[Stored items]

--

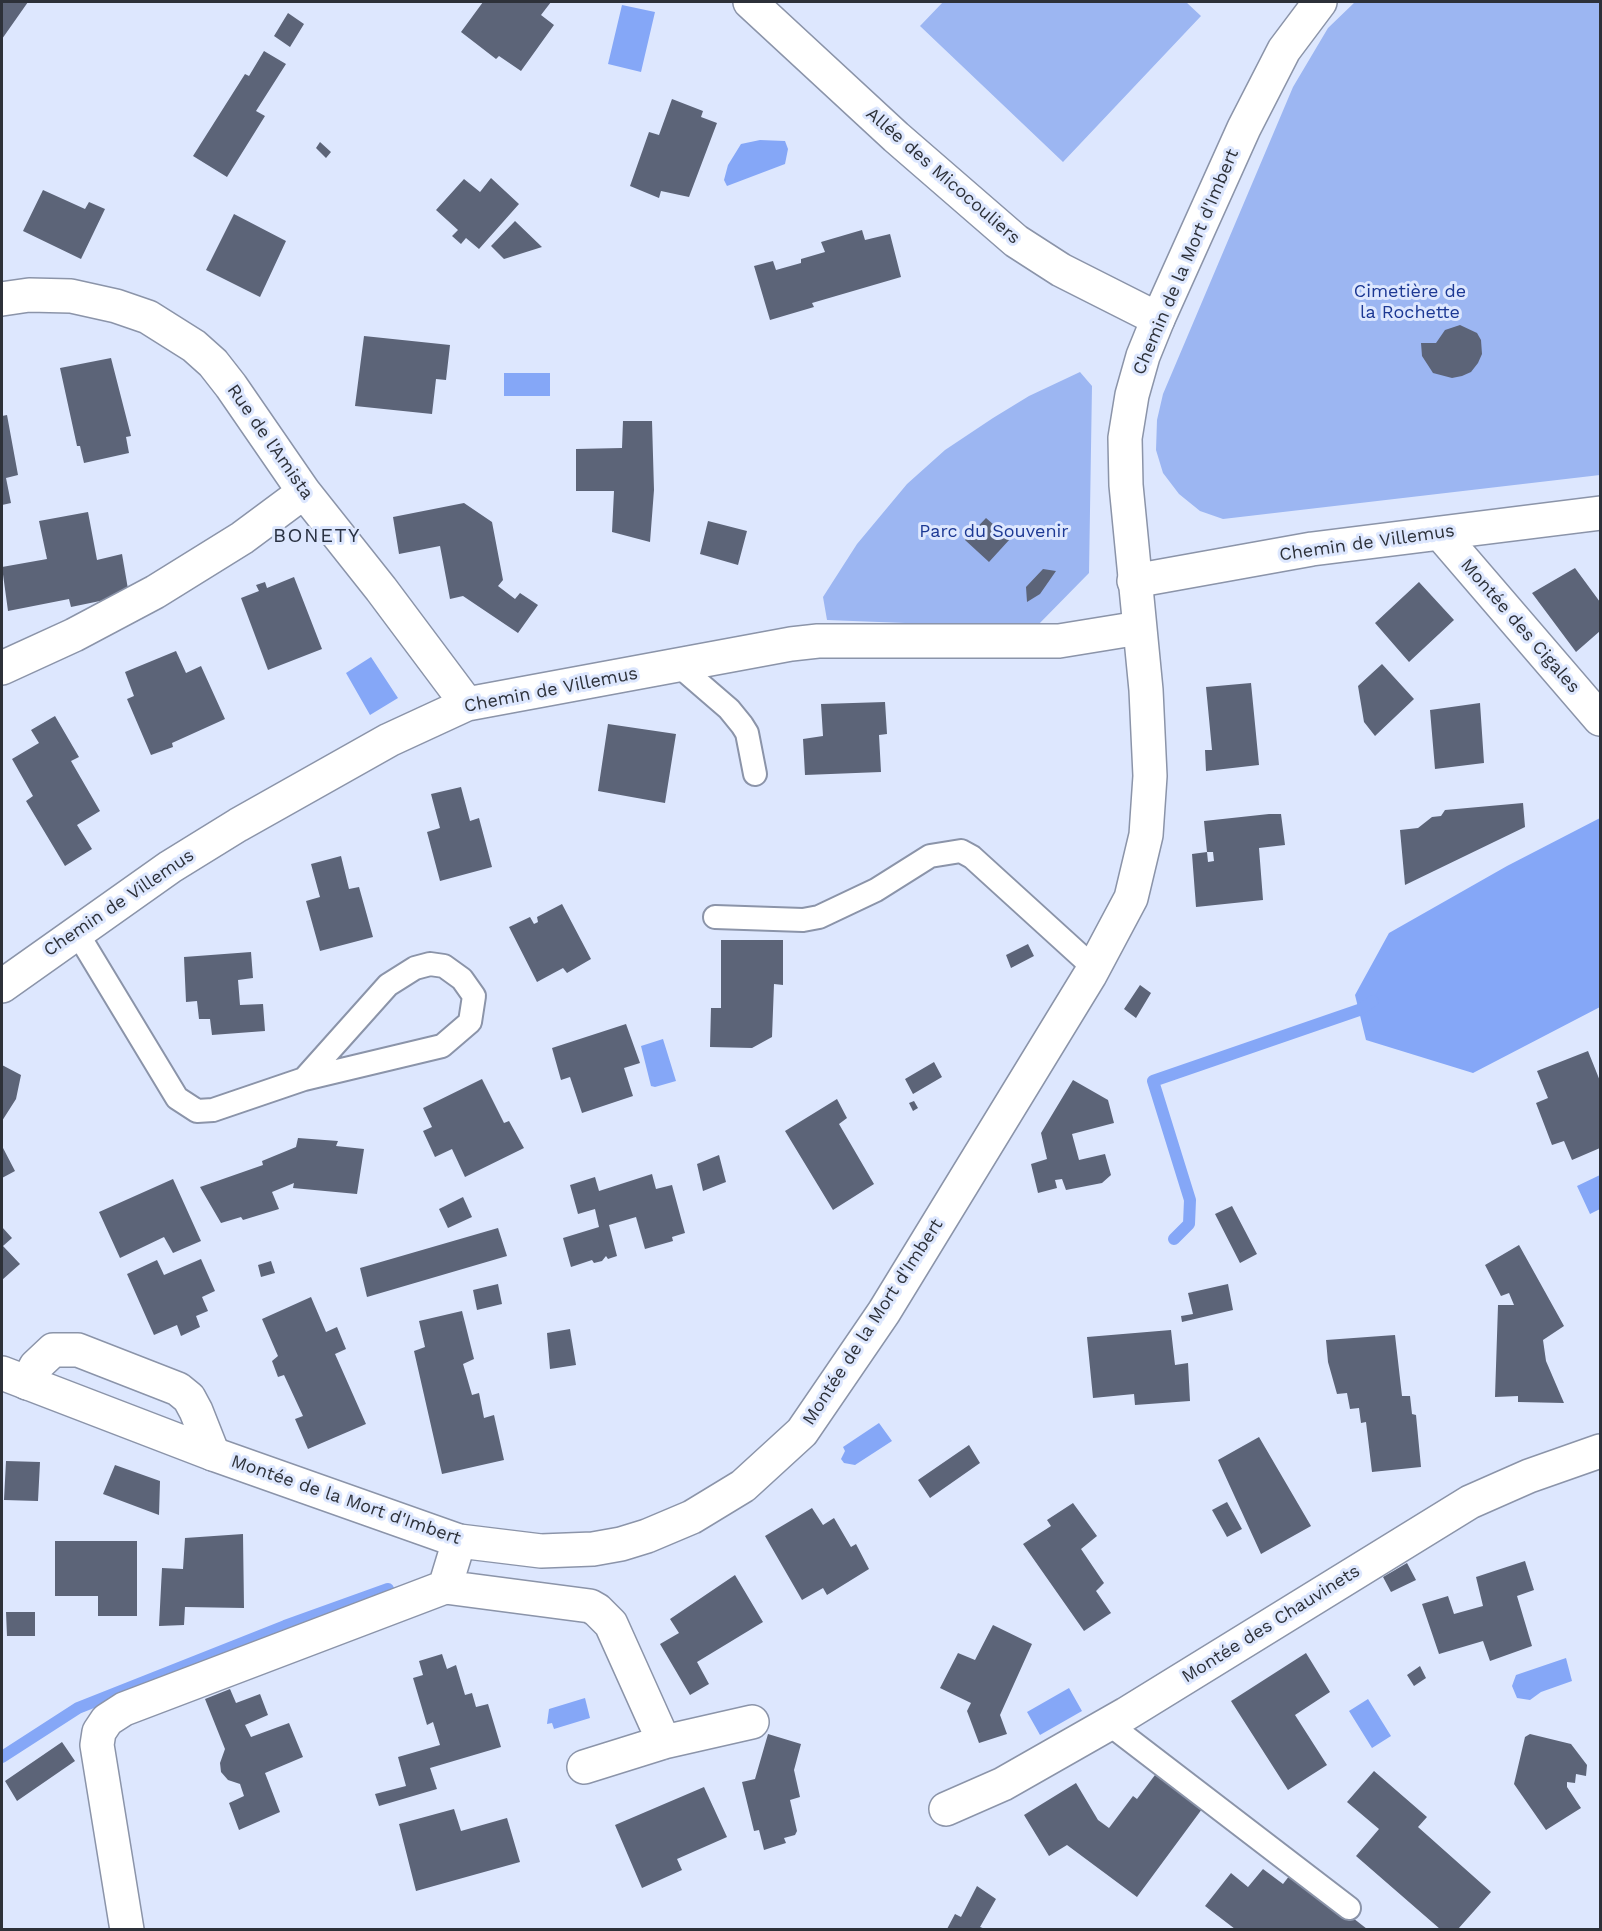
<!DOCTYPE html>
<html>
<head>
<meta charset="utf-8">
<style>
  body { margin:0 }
  #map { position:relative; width:1602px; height:1931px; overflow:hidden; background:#dde7fe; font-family:"Work Sans",sans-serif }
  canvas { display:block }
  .frame { position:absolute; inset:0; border:3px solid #2d3139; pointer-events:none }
</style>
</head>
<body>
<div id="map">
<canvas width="1602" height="1931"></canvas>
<div class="frame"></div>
</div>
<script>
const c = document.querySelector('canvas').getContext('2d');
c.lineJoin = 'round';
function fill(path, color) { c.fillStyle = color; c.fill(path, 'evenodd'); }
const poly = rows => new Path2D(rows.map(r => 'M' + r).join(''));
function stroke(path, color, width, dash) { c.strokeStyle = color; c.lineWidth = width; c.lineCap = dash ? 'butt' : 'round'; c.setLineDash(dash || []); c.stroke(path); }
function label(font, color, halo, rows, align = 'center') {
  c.font = font + ' "Work Sans",sans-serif'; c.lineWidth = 6; c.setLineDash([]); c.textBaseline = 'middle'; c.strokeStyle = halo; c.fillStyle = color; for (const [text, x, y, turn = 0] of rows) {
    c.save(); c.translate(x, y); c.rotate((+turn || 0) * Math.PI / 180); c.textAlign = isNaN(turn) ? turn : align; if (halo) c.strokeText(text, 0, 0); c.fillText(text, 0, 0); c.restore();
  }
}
const green = poly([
  [943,2,1186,2,1201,16,1063,162,920,26],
  [1355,2,1600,2,1600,475,1223,519,1200,511,1179,494,1163,473,1156,450,1157,420,1163,394,1293,87,1328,28],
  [1080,372,1092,386,1089,573,1035,628,827,620,823,597,857,544,907,484,945,450,993,418,1029,396]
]);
const water = poly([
  [622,5,655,12,641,72,608,64],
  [760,140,785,141,788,149,785,164,727,186,724,180,728,165,741,144],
  [504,373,550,373,550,396,504,396],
  [371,657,398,698,370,715,346,673],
  [1600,818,1600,1007,1473,1073,1366,1040,1355,995,1389,933,1507,866],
  [663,1039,676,1081,655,1087,651,1086,641,1046],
  [1600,1175,1600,1209,1590,1214,1577,1186],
  [879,1423,892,1441,855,1465,844,1463,841,1459,845,1451,843,1447],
  [1566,1658,1572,1681,1541,1692,1530,1700,1517,1698,1512,1686,1516,1675],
  [1069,1688,1082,1711,1040,1735,1027,1712],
  [585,1698,590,1718,554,1729,552,1723,547,1724,549,1709],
  [1368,1699,1391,1736,1372,1748,1349,1711]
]);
const stream = poly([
  [1174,1239,1189,1224,1190,1200,1153,1081,1359,1010,1373,1001],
  [2,1757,78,1708,285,1626,388,1589]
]);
const building = poly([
  [2,2,28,2,2,39],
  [483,2,551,2,541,15,554,25,521,71,499,56,496,59,461,32],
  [288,13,304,24,290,47,274,36],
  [264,51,286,64,256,111,265,116,227,177,193,156,245,74,249,76],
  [672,99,703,111,701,117,717,123,689,197,661,191,659,198,630,186,649,132,659,135],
  [320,142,331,152,326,158,316,148],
  [491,178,519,204,479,249,466,238,461,244,452,236,458,230,436,210,464,179,480,192],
  [43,190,85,209,89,202,105,209,81,259,23,231],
  [234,214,286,241,260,297,206,270],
  [515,221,542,247,504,259,491,246],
  [862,230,865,240,890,234,901,277,812,303,814,307,770,320,754,266,773,261,776,270,801,263,801,259,825,252,821,242],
  [1460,325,1477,333,1481,340,1482,354,1478,363,1471,372,1462,376,1452,378,1433,373,1422,356,1421,343,1436,343,1445,330],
  [364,336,450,345,446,380,436,379,432,414,355,406],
  [111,358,131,436,126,437,129,453,84,463,80,446,77,446,60,368],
  [7,415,18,475,6,478,11,503,2,505,2,416],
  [623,421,652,421,654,490,650,542,612,532,614,491,576,491,576,449,622,448],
  [464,503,492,522,503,580,498,586,515,599,520,593,538,605,518,633,463,596,450,599,440,546,399,554,393,517],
  [88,512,97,560,122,554,129,595,71,607,69,599,8,611,2,567,47,559,39,521],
  [986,518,1010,539,989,562,965,540],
  [708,521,747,531,738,565,700,554],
  [1575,568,1600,602,1600,631,1576,652,1532,593],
  [1043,569,1056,571,1040,594,1027,602,1026,587],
  [294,577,322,649,268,670,241,598,259,591,256,585,265,582,267,588],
  [1419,582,1454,620,1409,662,1375,623],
  [176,651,186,673,201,666,225,719,172,743,173,747,151,755,127,699,134,696,125,672],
  [1382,664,1414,699,1375,736,1364,722,1358,686],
  [1251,683,1259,765,1206,771,1205,750,1212,750,1206,687],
  [885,702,887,734,879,735,881,772,805,775,803,739,823,736,821,704],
  [1480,703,1484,763,1435,769,1430,710],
  [55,716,79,757,71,761,100,811,77,825,92,849,65,866,26,801,33,796,12,759,39,743,31,730],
  [608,724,676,734,665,803,598,791],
  [461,787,470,821,479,818,492,867,440,881,427,832,440,828,431,794],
  [1523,803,1525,827,1405,885,1400,830,1418,828,1432,817,1441,816,1445,810],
  [1269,814,1281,814,1285,845,1259,848,1263,900,1196,907,1192,854,1207,852,1208,862,1214,861,1213,852,1207,852,1204,821],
  [341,856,349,889,359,887,373,937,320,951,306,901,320,897,311,864],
  [562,904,591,959,567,973,563,968,537,982,509,927,530,917,534,924,538,922,537,917],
  [721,940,783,940,783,985,774,984,772,1037,752,1048,710,1047,711,1008,721,1008],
  [1028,944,1034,956,1011,968,1006,955],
  [251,952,253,978,238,980,240,1005,263,1004,265,1031,212,1035,210,1019,199,1019,197,1001,186,1002,184,957],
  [1140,985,1151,993,1136,1018,1124,1009],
  [626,1024,640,1063,624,1068,633,1096,582,1113,570,1077,561,1080,552,1048],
  [1588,1051,1600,1081,1600,1148,1572,1160,1564,1141,1552,1145,1536,1103,1548,1098,1537,1071],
  [934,1062,942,1077,913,1094,905,1079],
  [2,1065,21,1075,16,1099,2,1121],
  [482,1079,504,1123,509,1121,524,1148,465,1177,452,1149,435,1157,423,1131,432,1127,423,1108],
  [1073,1080,1108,1100,1114,1123,1072,1134,1079,1160,1105,1154,1111,1175,1102,1183,1066,1190,1062,1179,1055,1180,1057,1188,1038,1193,1031,1164,1047,1159,1041,1133],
  [837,1099,847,1118,839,1124,874,1184,833,1210,785,1131],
  [914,1101,918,1108,913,1111,909,1103],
  [298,1138,338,1141,336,1146,364,1149,357,1194,293,1188,294,1183,272,1192,279,1209,243,1220,241,1217,221,1223,200,1187,263,1165,262,1161,296,1147],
  [2,1146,15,1171,2,1178],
  [719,1155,726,1182,703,1191,697,1164],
  [652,1174,656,1189,672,1185,685,1233,672,1237,673,1241,645,1249,636,1217,609,1225,617,1256,608,1259,606,1256,602,1261,594,1263,592,1260,571,1267,563,1238,599,1227,595,1209,578,1214,570,1185,595,1177,599,1191],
  [173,1179,201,1241,173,1253,164,1237,120,1258,99,1212],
  [463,1197,472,1217,448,1228,439,1209],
  [1232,1206,1257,1254,1240,1263,1215,1214],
  [2,1227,12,1238,3,1246,20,1264,2,1280],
  [498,1228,507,1256,367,1297,360,1268],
  [1519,1245,1564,1326,1543,1340,1546,1361,1564,1403,1518,1402,1518,1396,1495,1397,1498,1305,1514,1305,1509,1293,1501,1296,1485,1265],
  [201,1259,215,1291,202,1297,208,1311,196,1316,200,1327,181,1336,177,1325,154,1335,127,1274,157,1260,164,1275],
  [271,1261,275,1273,261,1277,258,1265],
  [498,1284,502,1304,477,1310,473,1290],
  [1228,1284,1233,1310,1182,1322,1181,1316,1193,1314,1188,1293],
  [311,1297,326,1332,337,1327,346,1349,335,1354,366,1424,308,1449,295,1419,303,1416,284,1375,278,1377,272,1361,278,1356,262,1319],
  [462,1311,474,1359,463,1364,472,1395,479,1393,484,1418,494,1415,504,1460,442,1474,414,1351,425,1347,419,1321],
  [570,1329,576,1365,550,1369,547,1333],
  [1171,1330,1175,1365,1188,1363,1190,1401,1135,1405,1134,1394,1093,1398,1087,1337],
  [1395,1335,1402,1396,1410,1396,1412,1414,1416,1415,1421,1467,1372,1472,1366,1422,1361,1423,1359,1408,1350,1409,1347,1393,1337,1394,1328,1362,1326,1340],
  [1259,1437,1311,1526,1261,1554,1218,1460],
  [969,1445,980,1463,930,1498,918,1480],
  [6,1461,40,1462,38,1501,4,1500],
  [115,1465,160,1481,159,1515,103,1494],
  [1227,1502,1242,1529,1227,1537,1212,1510],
  [1073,1503,1097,1536,1081,1549,1104,1583,1096,1591,1111,1613,1084,1631,1023,1544,1051,1526,1047,1520],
  [812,1508,823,1525,834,1518,851,1547,856,1544,869,1569,827,1595,823,1588,802,1600,765,1536],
  [243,1534,244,1608,185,1607,184,1625,159,1626,162,1568,183,1569,185,1538],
  [55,1541,137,1541,137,1616,98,1616,98,1596,55,1596],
  [1525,1561,1534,1590,1517,1596,1532,1646,1490,1661,1483,1641,1439,1654,1422,1604,1448,1596,1454,1614,1483,1606,1476,1577],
  [1407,1563,1416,1580,1391,1592,1383,1577],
  [735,1575,763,1622,697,1662,709,1684,690,1695,660,1644,679,1633,670,1619],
  [6,1612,35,1612,35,1636,7,1636],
  [993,1625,1032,1644,1000,1715,1007,1734,979,1743,967,1711,971,1703,940,1688,958,1653,975,1660],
  [1306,1653,1330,1692,1295,1715,1327,1765,1288,1790,1231,1701],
  [442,1654,447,1669,456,1665,465,1695,472,1693,476,1707,488,1704,501,1747,430,1768,437,1789,379,1806,375,1794,406,1786,398,1757,440,1745,433,1722,427,1725,413,1678,423,1675,419,1661],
  [1420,1666,1426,1678,1414,1686,1407,1675],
  [230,1689,236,1703,260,1694,268,1715,245,1725,251,1737,289,1723,303,1757,265,1773,280,1812,239,1830,229,1803,244,1796,240,1784,228,1780,221,1772,220,1763,225,1749,205,1699],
  [768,1734,801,1744,794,1770,800,1797,790,1800,797,1831,795,1835,784,1838,786,1843,764,1850,759,1830,754,1831,742,1782,755,1779],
  [1530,1734,1571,1744,1587,1765,1586,1776,1576,1774,1575,1783,1567,1782,1567,1787,1581,1808,1546,1830,1514,1784,1525,1737],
  [62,1742,75,1761,17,1801,5,1781],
  [1374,1771,1427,1817,1418,1827,1491,1892,1458,1929,1440,1929,1356,1856,1379,1829,1347,1802],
  [1155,1775,1202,1809,1137,1897,1067,1845,1049,1856,1024,1815,1076,1783,1098,1820,1109,1828,1133,1796,1137,1799],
  [704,1787,727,1837,677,1859,682,1870,642,1888,615,1825],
  [454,1809,461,1831,507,1818,520,1862,416,1891,399,1824],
  [1263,1869,1283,1884,1293,1871,1367,1929,1235,1929,1205,1906,1231,1873,1248,1887],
  [977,1886,996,1899,980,1927,985,1929,947,1929,955,1914,961,1917]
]);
const service = poly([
  [678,665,729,709,742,725,747,733,755,774],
  [715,917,803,920,819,917,876,890,930,856,961,851,972,857,1094,968],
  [76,931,177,1098,197,1111,213,1110,304,1079,388,985,415,968,430,964,444,966,462,979,474,996,470,1022,442,1046,304,1079],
  [1109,1724,1349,1908]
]);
const minor = poly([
  [750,2,896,137,1016,241,1061,270,1158,319],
  [2,299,29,295,71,296,116,306,148,317,194,346,213,363,231,386,304,492,381,589,467,704],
  [1440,533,1600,719],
  [1134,581,1312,549,1600,513],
  [2,668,74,635,155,592,242,538,304,492],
  [2,986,170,867,238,825,389,740,467,704,791,644,818,641,1059,641,1139,628],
  [27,1383,36,1366,53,1350,78,1350,178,1389,189,1398,196,1411,213,1454],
  [445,1587,459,1541],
  [584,1767,664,1742,752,1722],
  [946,1809,1003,1784,1126,1714,1470,1502,1529,1476,1600,1451],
  [127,1930,97,1745,99,1732,107,1720,124,1709,445,1587,590,1606,597,1610,611,1624,664,1742]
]);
const tertiary = poly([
  [2,1373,213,1454,459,1541,541,1551,593,1549,621,1544,647,1536,692,1517,743,1486,802,1432,884,1312,1090,975,1131,898,1146,835,1150,776,1146,690,1126,485,1125,438,1132,395,1143,356,1158,319,1244,128,1284,50,1320,2]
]);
const streetNames = [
  ["Allée des Micocouliers",943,176,41],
  ["Chemin de la Mort d'Imbert",1186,262,-67],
  ["Rue de l'Amista",270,442,55],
  ["Chemin de Villemus",1367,543,-8],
  ["Montée des Cigales",1520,626,49],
  ["Chemin de Villemus",551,690,-11],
  ["Chemin de Villemus",119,903,-34],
  ["Montée de la Mort d'Imbert",873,1322,-57],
  ["Montée de la Mort d'Imbert",346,1500,19],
  ["Montée des Chauvinets",1271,1624,-32]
];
const parkNames = [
  ["Cimetière de",1410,292],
  ["la Rochette",1410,313],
  ["Parc du Souvenir",994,532]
];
const neighbourhoodNames = [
  ["BONETY",317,536]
];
fill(green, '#9cb6f2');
fill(water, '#85a7f7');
stroke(stream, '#85a7f7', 12);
fill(building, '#5c6478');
stroke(service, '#8b94a9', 26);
stroke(minor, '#8b94a9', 36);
stroke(tertiary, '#8b94a9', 36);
stroke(service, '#fff', 22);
stroke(minor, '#fff', 33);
stroke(tertiary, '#fff', 33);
label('18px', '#2d3139', '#dde7fe', streetNames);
label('18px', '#1c3893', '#dde7fe', parkNames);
c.letterSpacing = '1.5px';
label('20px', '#2a3243', '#dde7fe', neighbourhoodNames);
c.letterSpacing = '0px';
</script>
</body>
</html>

--

### [TASK GOAL]
Using the entries above, say how many lines include the word "halo", with no other output.

### [WRITTEN ANSWER]
3